14 Oct Walmart Marketplace Tips to Protect Your Brand, Launch New Products, & Increase Conversion
By: Hiram Gonzalez, Strategic Account Manager
It is no secret that COVID-19 changed many aspects of the way we once used to live. One huge change that came with this global pandemic is the way customers shop. Now, more than ever, customers are relying on the internet to search for their daily necessities, common household items, and even that new pair of Jordan’s that just dropped. One big winner of this shopping transformation is Walmart.com—more specifically, the Walmart Marketplace. This is a channel where sellers can apply to sell their products on Walmart.com. It was designed as a way for sellers to easily integrate their catalogs, manage orders, arrange shipping, and provide customer care. By partnering with the world’s largest omnichannel retailer, your business is tapping into a massive network of over 100 million unique monthly visitors. In order to make your business stand out, you will need to reimagine the customer shopping experience and leverage Walmart’s innovative programs to meet the demand of today’s average customer.
Protecting Your Brand
Being proactive is one of the most important things you can do to protect your brand’s integrity. If you establish healthy and consistent habits from the jump, you will save yourself from a lot of future stress. One example is protecting your intellectual property. It is quite shocking how many brands have not filed for trademarks, copyrights, and patents. This is something I always emphasize to my accounts, as you are setting yourself up for failure by not taking the appropriate steps to protect your intellectual property rights.
As a brand, it is important for you to know who your sellers and distributors are.

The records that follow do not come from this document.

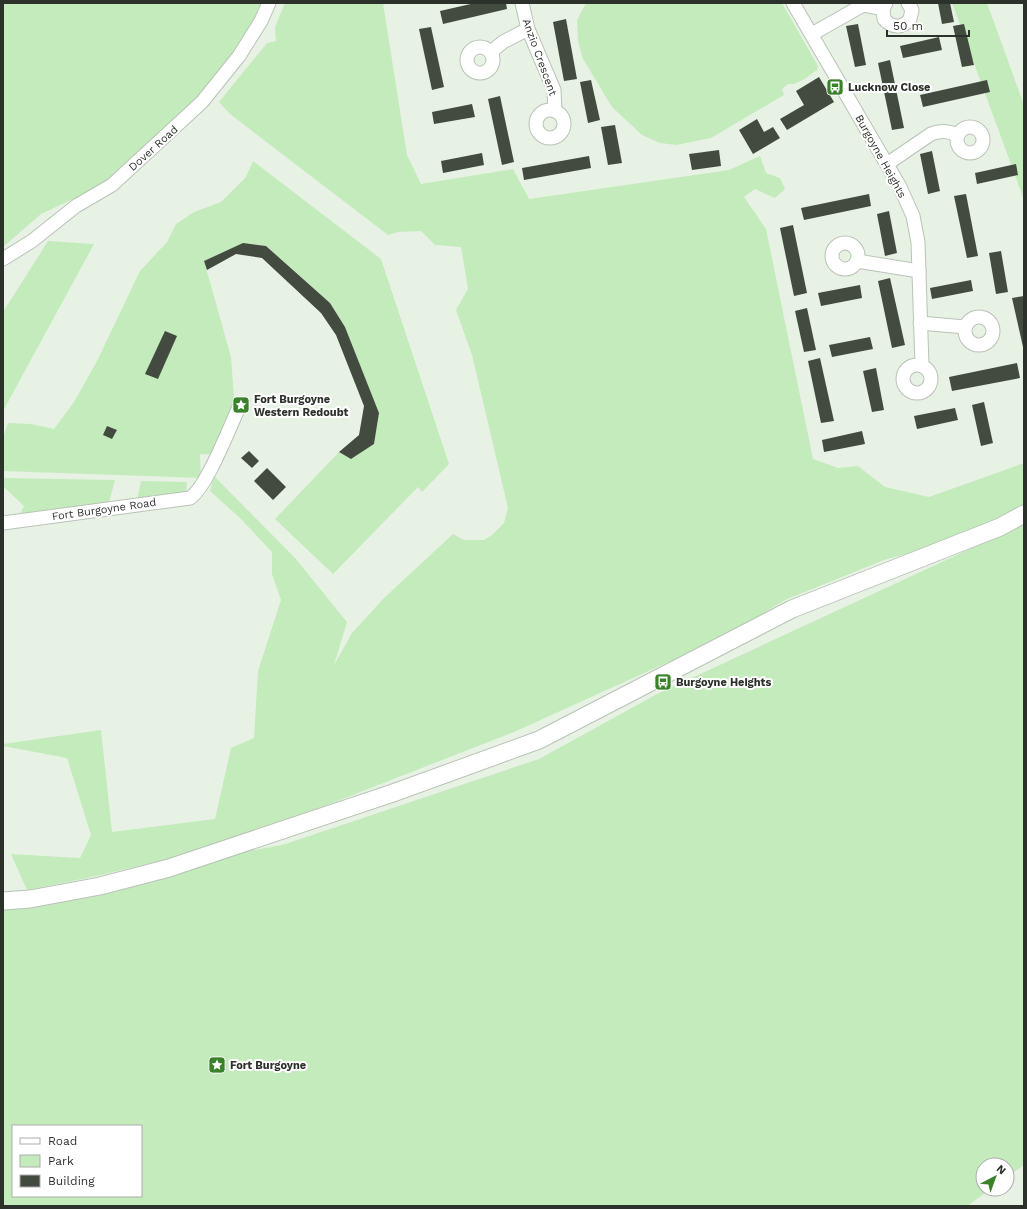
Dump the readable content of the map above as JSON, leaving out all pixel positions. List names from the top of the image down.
{
  "streets": {
    "street": [
      "Anzio Crescent",
      "Dover Road",
      "Burgoyne Heights",
      "Fort Burgoyne Road"
    ]
  },
  "places": {
    "bus stop": ["Lucknow Close", "Burgoyne Heights"],
    "place": ["Fort Burgoyne Western Redoubt", "Fort Burgoyne"]
  },
  "legend": ["Road", "Park", "Building"],
  "scale_bar": "50 m",
  "north": "top right"
}
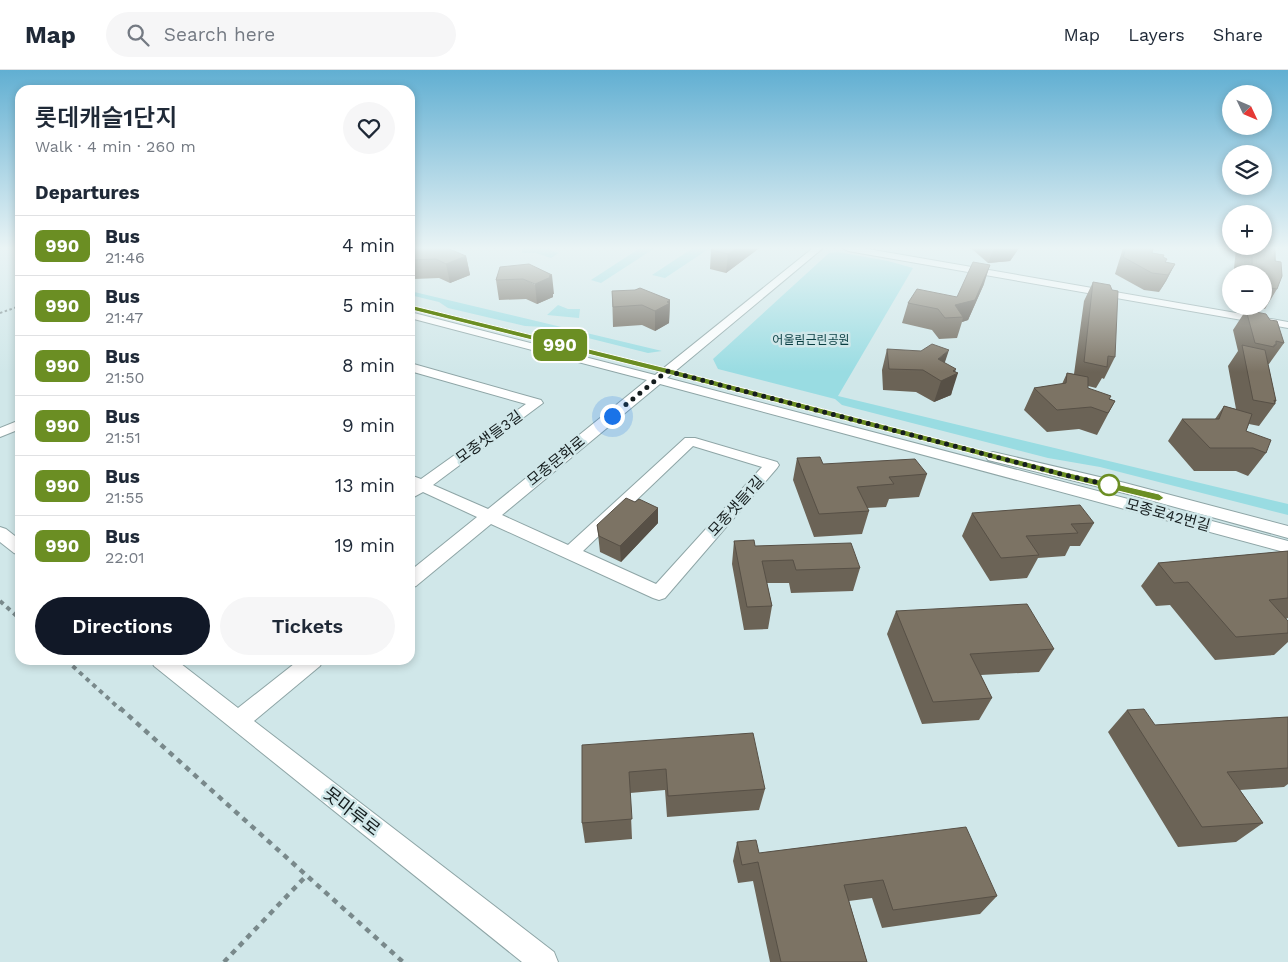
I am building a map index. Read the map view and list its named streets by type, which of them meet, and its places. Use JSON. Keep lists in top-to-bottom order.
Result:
{
  "streets": {
    "street": [
      "모종샛들3길",
      "모종문화로",
      "모종샛들1길",
      "모종로42번길",
      "못마루로"
    ]
  },
  "crossings": [
    ["모종문화로", "모종샛들1길"],
    ["모종문화로", "모종로42번길"]
  ],
  "parks": ["어울림근린공원"],
  "lines": ["bus line 990"],
  "north": "bottom right",
  "page": {
    "header": "Map",
    "search": "Search here",
    "nav": ["Map", "Layers", "Share"],
    "on_map": "990",
    "map_buttons": ["+", "−"],
    "heading": [
      ["롯데캐슬1단지", "Walk · 4 min · 260 m"],
      "Departures"
    ],
    "list": [
      {
        "mark": "990",
        "name": "Bus",
        "note": "21:46",
        "value": "4 min"
      },
      {
        "mark": "990",
        "name": "Bus",
        "note": "21:47",
        "value": "5 min"
      },
      {
        "mark": "990",
        "name": "Bus",
        "note": "21:50",
        "value": "8 min"
      },
      {
        "mark": "990",
        "name": "Bus",
        "note": "21:51",
        "value": "9 min"
      },
      {
        "mark": "990",
        "name": "Bus",
        "note": "21:55",
        "value": "13 min"
      },
      {
        "mark": "990",
        "name": "Bus",
        "note": "22:01",
        "value": "19 min"
      }
    ],
    "buttons": ["Directions", "Tickets"]
  }
}
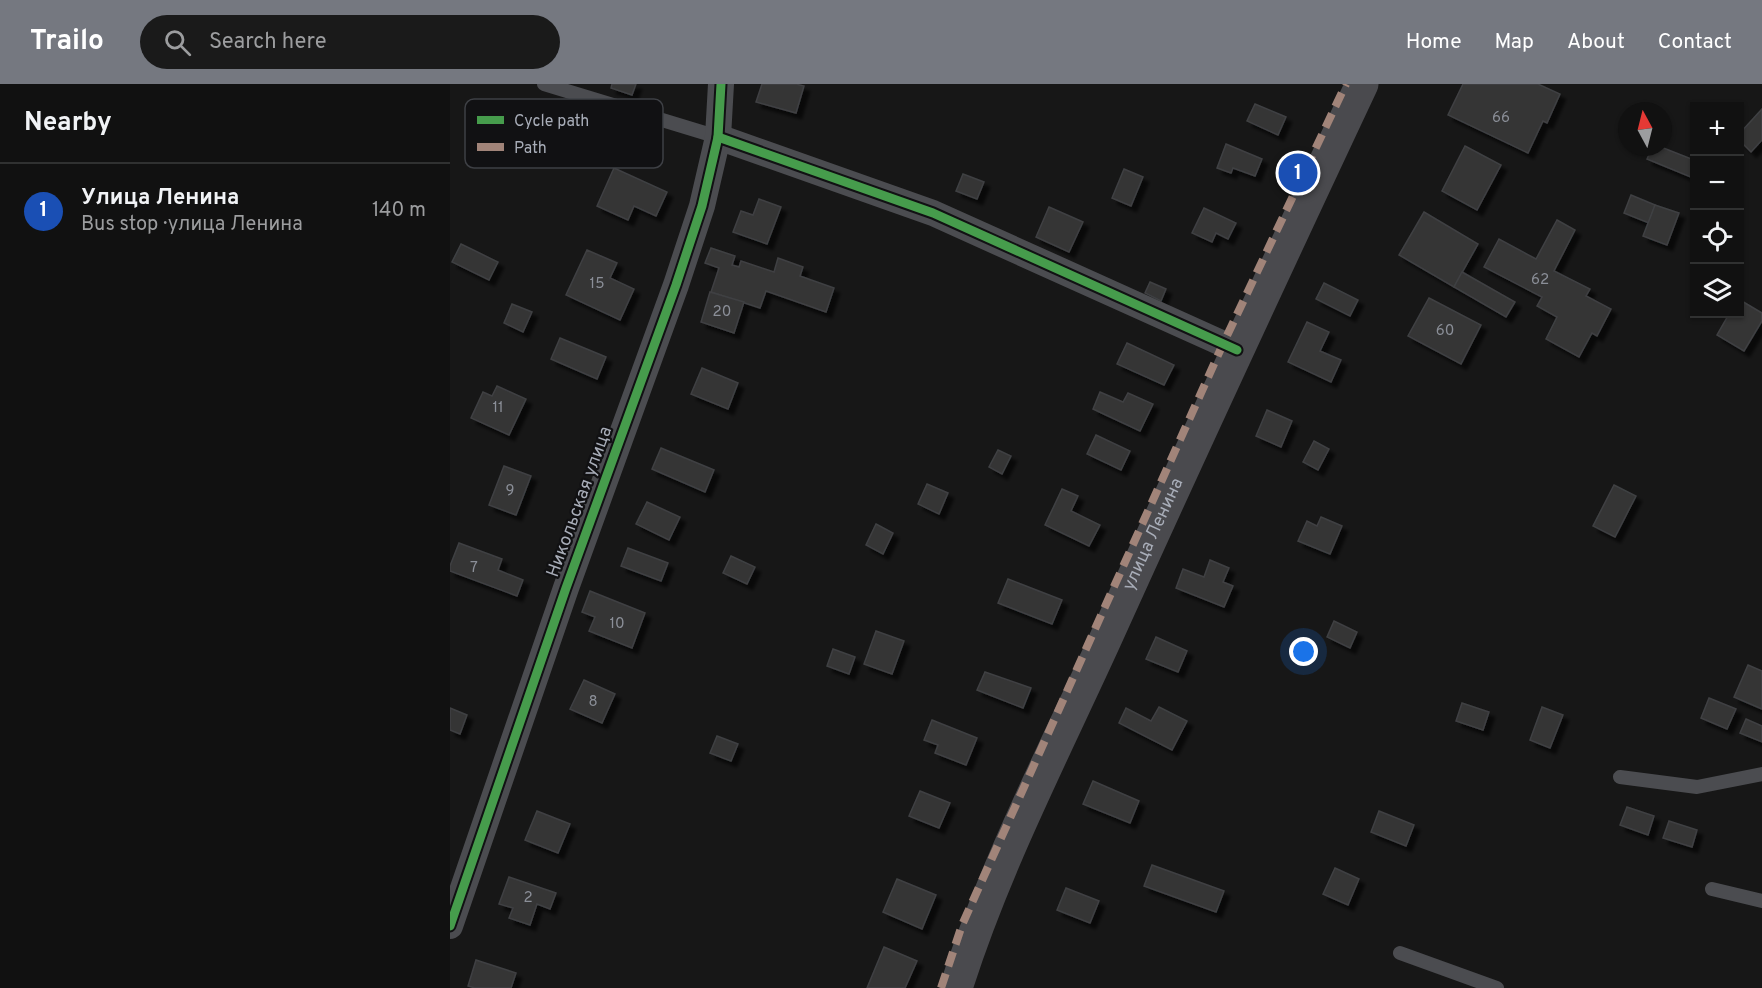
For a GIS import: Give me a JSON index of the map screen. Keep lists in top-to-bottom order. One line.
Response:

This applies to brands who work with third parties. Nevertheless, it is not surprising to run into a brand every now and then who does not know their sellers or competition. Third-party sellers are literally the bridge between a brand and its customers, so if they are doing a poor job of representing your products, customers will automatically attribute those negative experiences to your brand. This is the same case for distributors. In fact, some distributors may sell your products without even having your permission. Not only can this create holes in your supply chain, these unauthorized sellers are exposing your brand to unnecessary risk. The most important thing here is to work with sellers and distributors that you know, and trust will be accurately representing your brand to the customer.
Launching New Products
Launching a new product is always a unique adventure. No two products in your catalog go through the same customer journey; setting up these items always requires research, marketing, sourcing, customer service, and much more. Confirming Demand, Remembering Intellectual Property, Planning a Comprehensive Marketing Strategy, and Taking Calculated Risks are 4 important steps to follow for your launch to be successful.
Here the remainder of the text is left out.